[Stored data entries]
··········

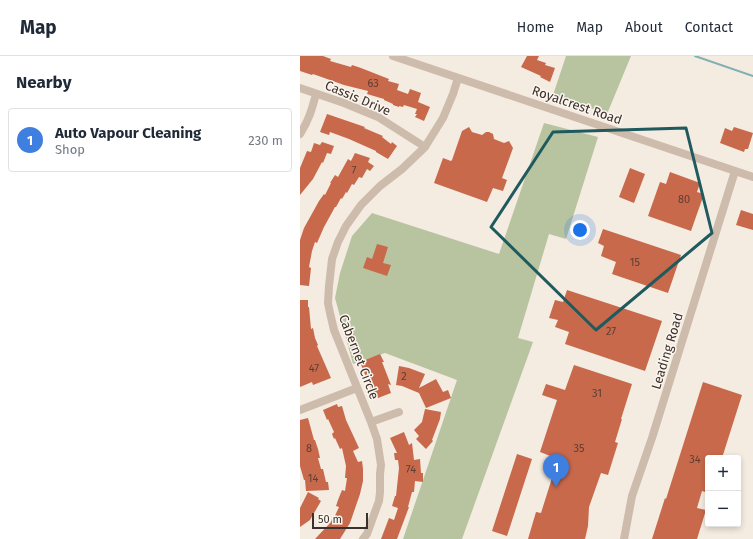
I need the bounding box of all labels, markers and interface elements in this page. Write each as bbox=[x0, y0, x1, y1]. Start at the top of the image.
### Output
text: Map bbox=[20, 16, 57, 39]
text: Home bbox=[517, 19, 554, 36]
text: Map bbox=[576, 19, 603, 36]
text: About bbox=[625, 19, 663, 36]
text: Contact bbox=[685, 19, 733, 36]
text: Nearby bbox=[16, 72, 71, 93]
street label: Cassis Drive bbox=[323, 77, 393, 119]
house number: 63 bbox=[367, 77, 379, 90]
street label: Royalcrest Road bbox=[530, 83, 624, 127]
text: Auto Vapour Cleaning bbox=[55, 124, 201, 142]
text: 1 bbox=[27, 133, 33, 148]
text: 230 m bbox=[248, 133, 283, 148]
text: Shop bbox=[55, 142, 85, 157]
house number: 7 bbox=[352, 164, 357, 177]
house number: 80 bbox=[678, 193, 690, 206]
your location bbox=[570, 220, 590, 240]
house number: 15 bbox=[630, 256, 641, 269]
street label: Leading Road bbox=[648, 311, 686, 391]
street label: Cabernet Circle bbox=[336, 313, 382, 401]
house number: 27 bbox=[606, 325, 616, 338]
house number: 47 bbox=[309, 362, 319, 375]
house number: 2 bbox=[401, 370, 407, 383]
house number: 31 bbox=[592, 387, 602, 400]
house number: 8 bbox=[306, 442, 312, 455]
house number: 35 bbox=[574, 442, 585, 455]
house number: 34 bbox=[689, 453, 701, 466]
pin: 1 bbox=[543, 454, 569, 487]
map controls bbox=[705, 455, 741, 527]
button: + bbox=[705, 455, 741, 491]
house number: 74 bbox=[406, 463, 416, 476]
house number: 14 bbox=[308, 472, 318, 485]
button: − bbox=[705, 491, 741, 527]
scale bar bbox=[312, 511, 368, 530]
text: 50 m bbox=[318, 513, 342, 526]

··········

**Your goal**
Copy, from the data above, every line where the word "Road" appears.

**Task solution**
street label: Royalcrest Road bbox=[530, 83, 624, 127]
street label: Leading Road bbox=[648, 311, 686, 391]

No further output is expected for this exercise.